# EXERCISE:
Go through the data and copy every line exactly, but not the images.

# RECORDS SHOWN:
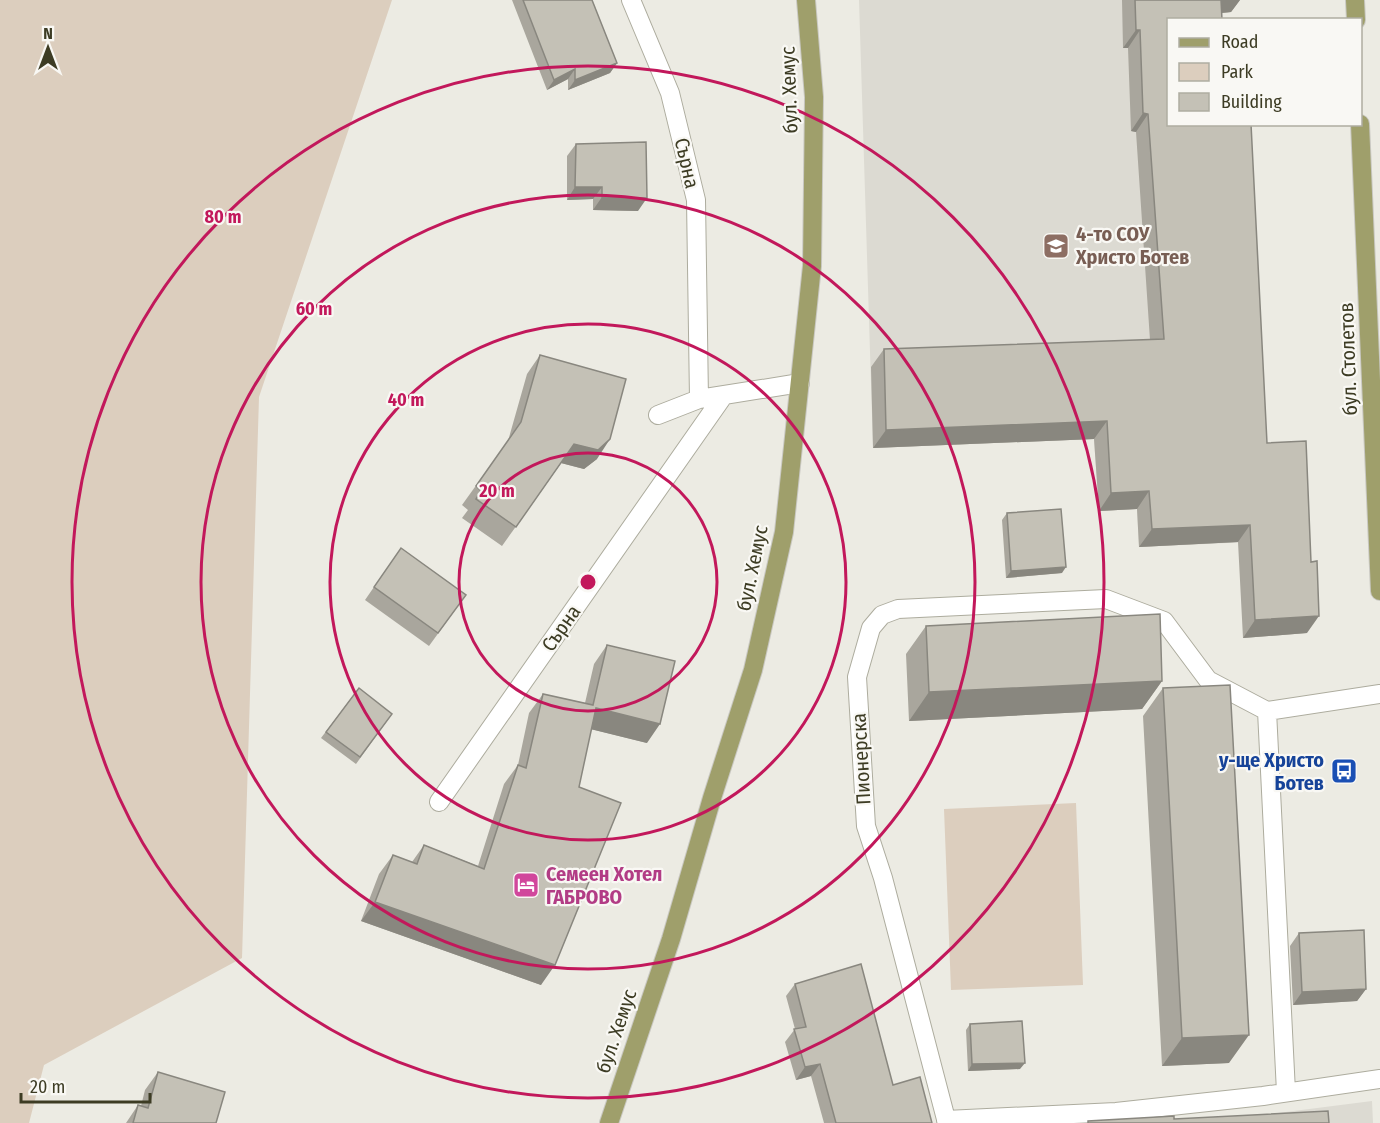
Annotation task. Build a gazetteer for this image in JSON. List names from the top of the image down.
{
  "streets": {
    "main road": ["бул. Хемус", "бул. Столетов"],
    "street": ["Сърна", "Пионерска"]
  },
  "places": {
    "school or university": ["4-то СОУ Христо Ботев"],
    "bus stop": ["у-ще Христо Ботев"],
    "hotel": ["Семеен Хотел ГАБРОВО"]
  },
  "legend": ["Road", "Park", "Building"],
  "scale_bar": "20 m",
  "north": "top",
  "rings": [
    "80 m",
    "60 m",
    "40 m",
    "20 m"
  ]
}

# TASK SOLUTION:
Annotation task. Build a gazetteer for this image in JSON. List names from the top of the image down.
{
  "streets": {
    "main road": ["бул. Хемус", "бул. Столетов"],
    "street": ["Сърна", "Пионерска"]
  },
  "places": {
    "school or university": ["4-то СОУ Христо Ботев"],
    "bus stop": ["у-ще Христо Ботев"],
    "hotel": ["Семеен Хотел ГАБРОВО"]
  },
  "legend": ["Road", "Park", "Building"],
  "scale_bar": "20 m",
  "north": "top",
  "rings": [
    "80 m",
    "60 m",
    "40 m",
    "20 m"
  ]
}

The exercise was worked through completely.